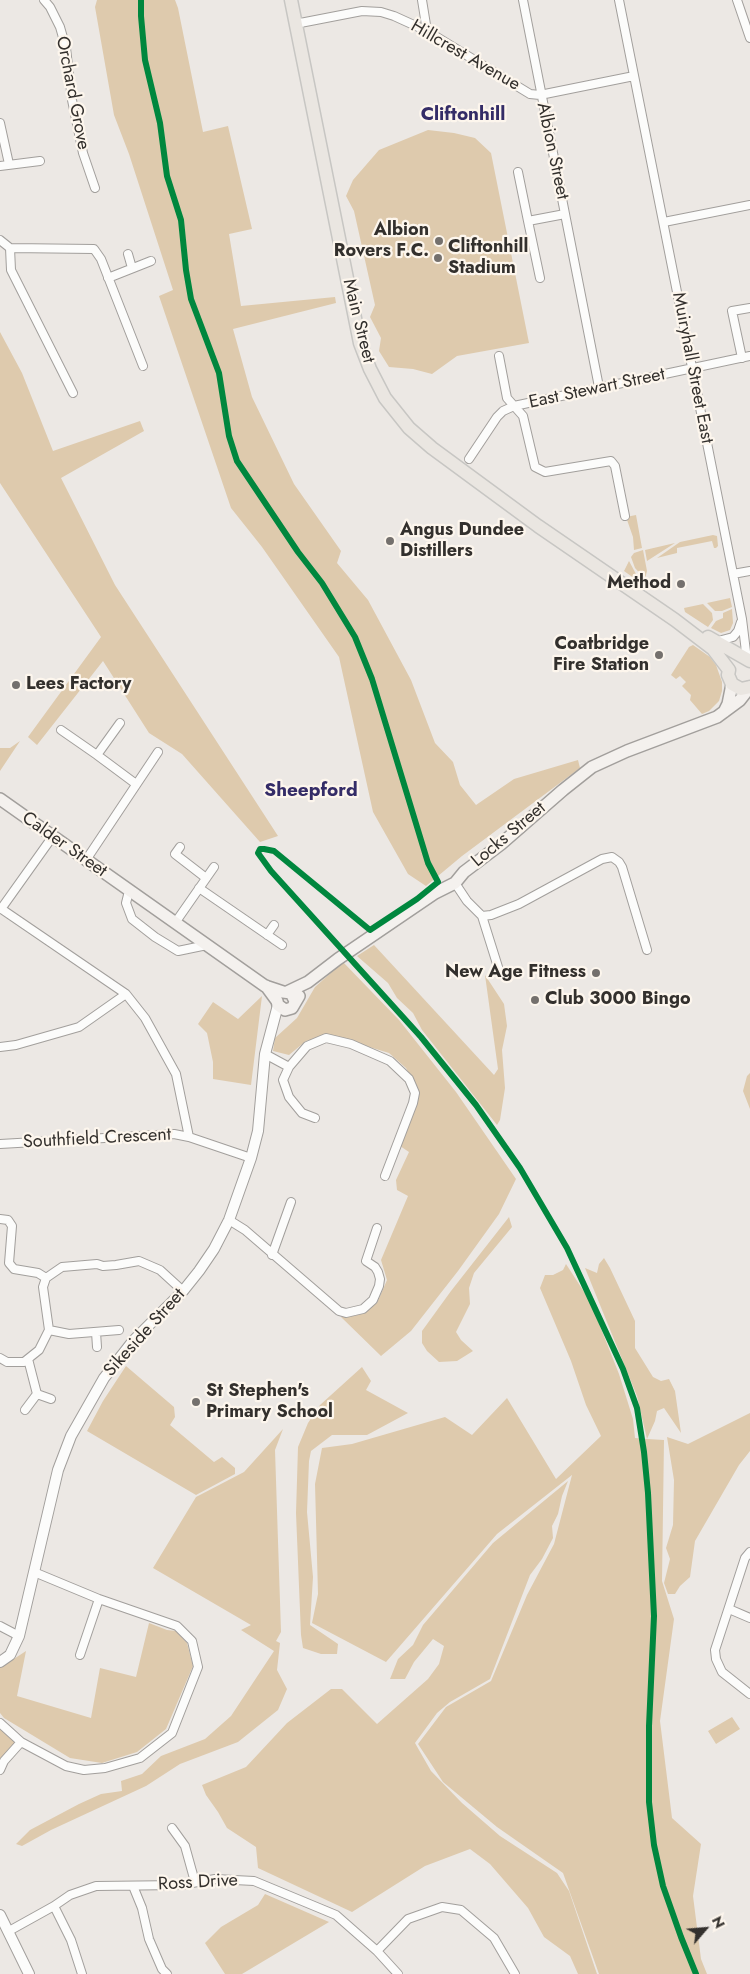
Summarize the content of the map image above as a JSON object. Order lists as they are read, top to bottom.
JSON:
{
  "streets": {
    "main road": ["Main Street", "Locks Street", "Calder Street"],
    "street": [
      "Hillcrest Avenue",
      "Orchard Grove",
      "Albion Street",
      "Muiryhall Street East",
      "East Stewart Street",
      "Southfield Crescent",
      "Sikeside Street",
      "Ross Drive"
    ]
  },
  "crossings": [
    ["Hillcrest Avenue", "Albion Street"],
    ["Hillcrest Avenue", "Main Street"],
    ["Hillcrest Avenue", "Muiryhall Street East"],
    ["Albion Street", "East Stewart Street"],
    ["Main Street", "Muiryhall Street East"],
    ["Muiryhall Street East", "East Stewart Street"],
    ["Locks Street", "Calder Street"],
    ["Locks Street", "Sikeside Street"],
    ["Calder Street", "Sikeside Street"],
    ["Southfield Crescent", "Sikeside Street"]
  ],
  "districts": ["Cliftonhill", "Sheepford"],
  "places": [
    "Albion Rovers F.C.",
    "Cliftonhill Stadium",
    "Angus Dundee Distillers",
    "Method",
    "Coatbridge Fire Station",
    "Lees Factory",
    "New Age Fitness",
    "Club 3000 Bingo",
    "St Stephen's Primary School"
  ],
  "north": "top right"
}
==========
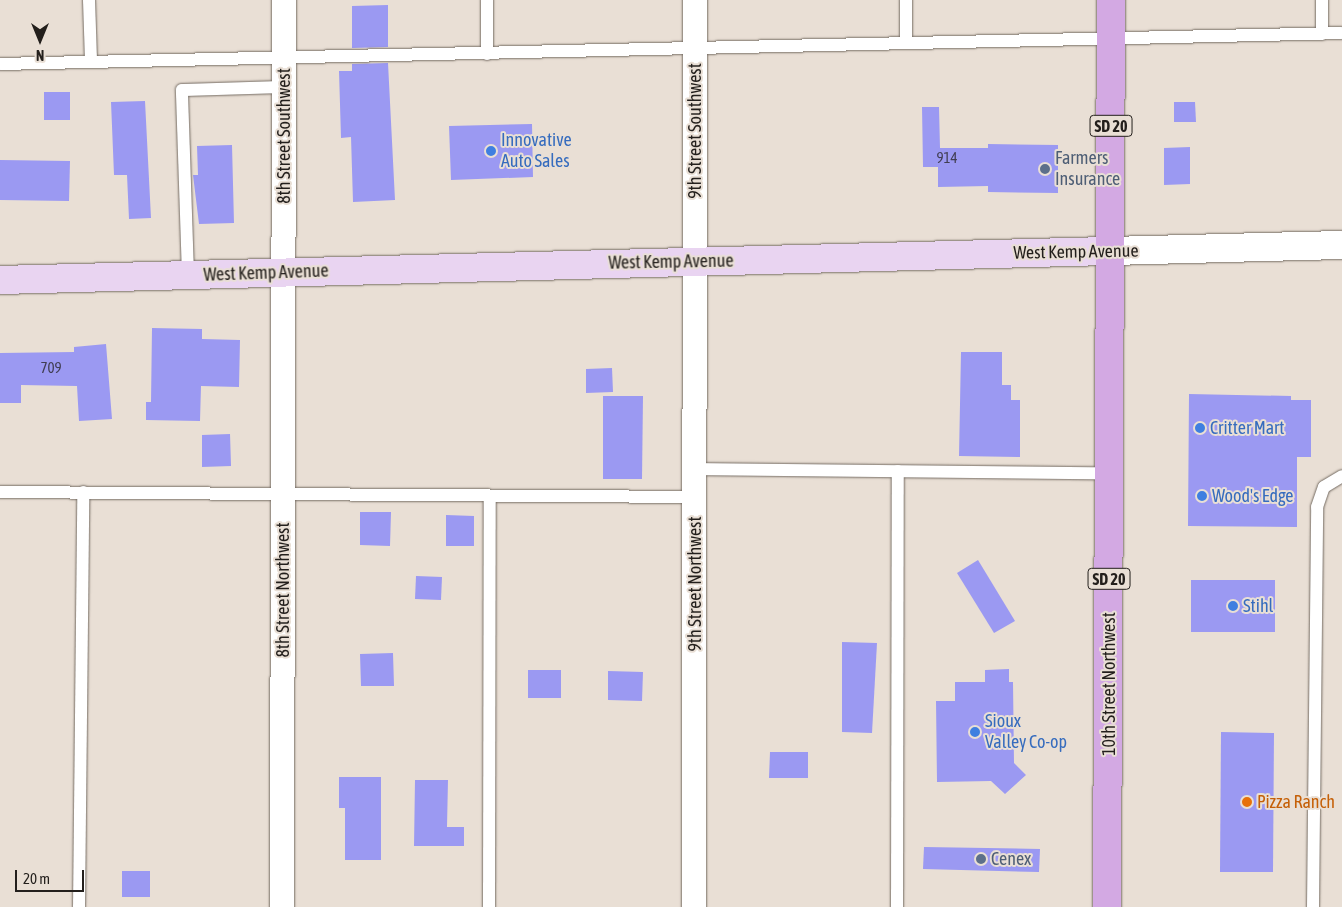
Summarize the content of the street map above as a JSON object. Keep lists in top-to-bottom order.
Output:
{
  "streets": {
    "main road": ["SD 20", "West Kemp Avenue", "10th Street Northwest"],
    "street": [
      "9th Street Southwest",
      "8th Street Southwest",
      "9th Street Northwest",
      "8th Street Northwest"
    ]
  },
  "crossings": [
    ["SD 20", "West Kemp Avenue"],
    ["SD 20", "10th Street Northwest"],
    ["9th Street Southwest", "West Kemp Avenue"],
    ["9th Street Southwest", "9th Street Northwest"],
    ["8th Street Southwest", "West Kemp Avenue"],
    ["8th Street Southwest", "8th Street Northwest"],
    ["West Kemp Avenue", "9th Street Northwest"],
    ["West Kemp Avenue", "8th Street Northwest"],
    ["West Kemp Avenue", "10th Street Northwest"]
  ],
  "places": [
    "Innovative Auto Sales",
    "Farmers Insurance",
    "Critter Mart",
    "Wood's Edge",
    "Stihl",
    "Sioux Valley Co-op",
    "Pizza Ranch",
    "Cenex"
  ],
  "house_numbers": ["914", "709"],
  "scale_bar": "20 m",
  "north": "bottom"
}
==========
§ **DIRECTIONS FOR THIS TASK**
Lines of the listing above that hold the string "lists" should each be copied.

§ **RESPONSE TO THIS TASK**
Summarize the content of the map image above as a JSON object. Order lists as they are read, top to bottom.
Summarize the content of the street map above as a JSON object. Keep lists in top-to-bottom order.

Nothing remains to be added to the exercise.